Some of us have been telling you for a very long time that Obama wants to be the Democratic president who erodes the safety net. There’s nothing as strong as a mobilized netroots to fight back — but the part we didn’t anticipate is that so many of you would refuse to believe it.

Well, I hope you believe it now. Obama is actually inviting a situation where he can be “forced” to cut Social Security and Medicare, under the self-created debt ceiling crisis. Why do I say self-created? Because Obama has other options. He can cite the 14th Amendment and simply ignore the House (the argument being that if Congress already appropriated an expenditure, the ability to execute debt to achieve it is inherent.

The other alternative is to order the creation of platinum coins. He’s not likely to do either, because (as people like me and Digby have been trying to tell you), he really does want to cut Social Security and Medicare.

So here’s what I’m saying. If we’re right, it’s important that, as Greg says, we are the ones who define what balance is; the poor and vulnerable are not the people who should be paying for this deficit hawkery, and you need to call your representative and tell them so. (As Amato just pointed out, we shouldn’t be playing this deficit reduction game in the first place.)

And if we’re wrong, you don’t lose a darned thing by calling your congress critters and raising holy hell. Just in case.

‘Now that Obama’s given away his leverage’

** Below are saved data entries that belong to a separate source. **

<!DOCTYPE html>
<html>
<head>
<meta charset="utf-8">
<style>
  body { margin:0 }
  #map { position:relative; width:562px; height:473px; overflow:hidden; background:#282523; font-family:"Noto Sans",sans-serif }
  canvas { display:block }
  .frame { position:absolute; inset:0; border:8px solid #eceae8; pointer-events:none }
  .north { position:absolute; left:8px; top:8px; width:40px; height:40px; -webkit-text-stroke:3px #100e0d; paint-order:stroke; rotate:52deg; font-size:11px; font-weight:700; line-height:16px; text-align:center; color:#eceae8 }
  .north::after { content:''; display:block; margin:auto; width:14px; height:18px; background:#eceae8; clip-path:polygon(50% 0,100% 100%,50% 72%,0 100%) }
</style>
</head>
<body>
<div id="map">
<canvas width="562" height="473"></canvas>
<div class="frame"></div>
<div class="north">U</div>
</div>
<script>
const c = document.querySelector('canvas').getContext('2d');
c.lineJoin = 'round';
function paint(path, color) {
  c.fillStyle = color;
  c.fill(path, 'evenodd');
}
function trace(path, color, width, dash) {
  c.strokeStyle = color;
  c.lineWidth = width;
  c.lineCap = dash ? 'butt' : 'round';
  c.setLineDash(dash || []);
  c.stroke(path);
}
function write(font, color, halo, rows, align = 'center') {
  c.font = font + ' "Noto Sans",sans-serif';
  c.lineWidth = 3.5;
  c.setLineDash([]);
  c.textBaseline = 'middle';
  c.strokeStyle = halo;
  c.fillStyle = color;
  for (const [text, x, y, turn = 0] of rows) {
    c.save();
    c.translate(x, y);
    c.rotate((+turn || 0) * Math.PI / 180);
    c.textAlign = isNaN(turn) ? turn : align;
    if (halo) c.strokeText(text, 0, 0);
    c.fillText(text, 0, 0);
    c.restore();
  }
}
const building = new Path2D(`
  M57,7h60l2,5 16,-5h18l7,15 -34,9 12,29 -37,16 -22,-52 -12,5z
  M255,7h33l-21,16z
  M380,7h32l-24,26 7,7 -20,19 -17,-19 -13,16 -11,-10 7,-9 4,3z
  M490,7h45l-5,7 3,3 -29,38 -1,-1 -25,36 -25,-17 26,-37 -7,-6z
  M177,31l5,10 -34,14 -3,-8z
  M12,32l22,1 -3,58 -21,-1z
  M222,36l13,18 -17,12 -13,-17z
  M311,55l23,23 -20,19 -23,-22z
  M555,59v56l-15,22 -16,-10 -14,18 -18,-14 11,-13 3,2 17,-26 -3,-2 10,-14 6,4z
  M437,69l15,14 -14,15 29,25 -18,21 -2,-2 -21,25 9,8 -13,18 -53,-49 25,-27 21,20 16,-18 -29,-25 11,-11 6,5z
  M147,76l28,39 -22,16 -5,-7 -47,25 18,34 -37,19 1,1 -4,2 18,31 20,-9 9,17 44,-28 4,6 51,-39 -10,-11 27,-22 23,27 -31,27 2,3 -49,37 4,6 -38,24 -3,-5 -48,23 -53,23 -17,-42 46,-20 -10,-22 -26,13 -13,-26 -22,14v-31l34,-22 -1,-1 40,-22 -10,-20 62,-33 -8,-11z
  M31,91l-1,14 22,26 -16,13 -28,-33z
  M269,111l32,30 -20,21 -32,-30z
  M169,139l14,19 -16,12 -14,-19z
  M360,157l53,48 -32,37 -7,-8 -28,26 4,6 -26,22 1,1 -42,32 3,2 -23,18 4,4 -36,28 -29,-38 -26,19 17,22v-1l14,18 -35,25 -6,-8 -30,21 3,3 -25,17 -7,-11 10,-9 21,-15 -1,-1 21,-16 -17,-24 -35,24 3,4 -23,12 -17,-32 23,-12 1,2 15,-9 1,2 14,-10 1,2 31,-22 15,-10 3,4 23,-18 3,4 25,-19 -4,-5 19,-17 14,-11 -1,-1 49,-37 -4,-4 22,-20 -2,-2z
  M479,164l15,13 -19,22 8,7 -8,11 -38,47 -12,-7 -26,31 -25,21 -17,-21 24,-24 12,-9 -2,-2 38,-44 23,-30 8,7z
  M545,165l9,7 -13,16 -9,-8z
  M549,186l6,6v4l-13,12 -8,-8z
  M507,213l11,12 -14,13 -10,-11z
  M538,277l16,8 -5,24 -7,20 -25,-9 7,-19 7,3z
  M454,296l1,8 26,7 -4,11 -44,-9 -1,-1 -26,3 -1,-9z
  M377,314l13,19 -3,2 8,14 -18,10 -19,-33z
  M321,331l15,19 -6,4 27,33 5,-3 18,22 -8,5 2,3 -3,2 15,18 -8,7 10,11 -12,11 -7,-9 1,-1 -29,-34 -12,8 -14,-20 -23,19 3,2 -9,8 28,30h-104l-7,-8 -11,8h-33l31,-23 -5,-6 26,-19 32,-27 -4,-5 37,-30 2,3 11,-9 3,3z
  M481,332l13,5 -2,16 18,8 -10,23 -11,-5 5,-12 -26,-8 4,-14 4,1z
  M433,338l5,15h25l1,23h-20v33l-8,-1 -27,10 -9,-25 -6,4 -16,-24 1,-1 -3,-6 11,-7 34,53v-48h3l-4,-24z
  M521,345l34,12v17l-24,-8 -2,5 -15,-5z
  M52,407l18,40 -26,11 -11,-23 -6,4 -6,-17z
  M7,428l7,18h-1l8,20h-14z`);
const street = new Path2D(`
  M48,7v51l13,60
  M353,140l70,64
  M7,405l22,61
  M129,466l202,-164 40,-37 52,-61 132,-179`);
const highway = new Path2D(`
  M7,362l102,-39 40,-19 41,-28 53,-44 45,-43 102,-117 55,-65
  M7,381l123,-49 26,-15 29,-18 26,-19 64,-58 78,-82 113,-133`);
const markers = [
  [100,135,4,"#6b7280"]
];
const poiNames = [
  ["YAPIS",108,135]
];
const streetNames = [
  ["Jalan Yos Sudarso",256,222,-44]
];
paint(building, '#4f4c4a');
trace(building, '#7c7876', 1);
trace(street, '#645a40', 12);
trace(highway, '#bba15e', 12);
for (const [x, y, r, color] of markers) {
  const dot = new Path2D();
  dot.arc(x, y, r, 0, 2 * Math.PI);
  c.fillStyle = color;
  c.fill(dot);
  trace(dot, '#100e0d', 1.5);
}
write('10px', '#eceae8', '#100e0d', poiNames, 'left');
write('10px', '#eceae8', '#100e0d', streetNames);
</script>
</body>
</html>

Notice what Cole is saying: Now that Obama has given away his leverage, Republicans can go after “entitlements” — meaning Medicare and Social Security benefits — during the debt ceiling and sequester negotiations. So it’s very important for us to keep up the pressure on Democrats and make sure they don’t take the bait:

Today on MSNBC, leading House Republican Rep. Tom Cole (R-OK) said that Obama’s tax deal — that extends tax cuts even for people making $30,000 a month and enacts a weaker estate tax than otherwise would’ve gone into law — has resulted in the President giving away all his leverage:

TOM COLE: Again, I would prefer not to raise taxes on anybody. But we protected almost every American. We did it at a higher income level than the President campaigned on. And again, frankly, we’ve denied him I think his most important piece of leverage in any negotiation going forward. So I particularly like that part. I understand unemployment extension. I prefer, you know, a more focused effort in that regard. But we do have parts of the country where that’s necessary and it’s a fair compromise.


The entitlement issue, just too much to deal with I think in one piece of legislation. But again, still sequester is in front of us. The continuing resolution runs out the end of March and obviously the debt ceiling. All of those things honestly are Republican leverage not Democratic so I think there will be opportunities to deal with the spending issue next year. Honestly I expect that will be the dominant issue along with trying to overhaul the tax code going forward. So that’s usually pretty good ground for Republicans.

President Obama is playing Br’er Rabbit to the Republicans’ Br’er Fox. “Oh please, please, Br’er Fox, don’t throw me in that briar patch!” If he ends up in a squeeze where the only deal Republicans will accept includes cuts to Social Security and Medicare, it’s because he wants to be there.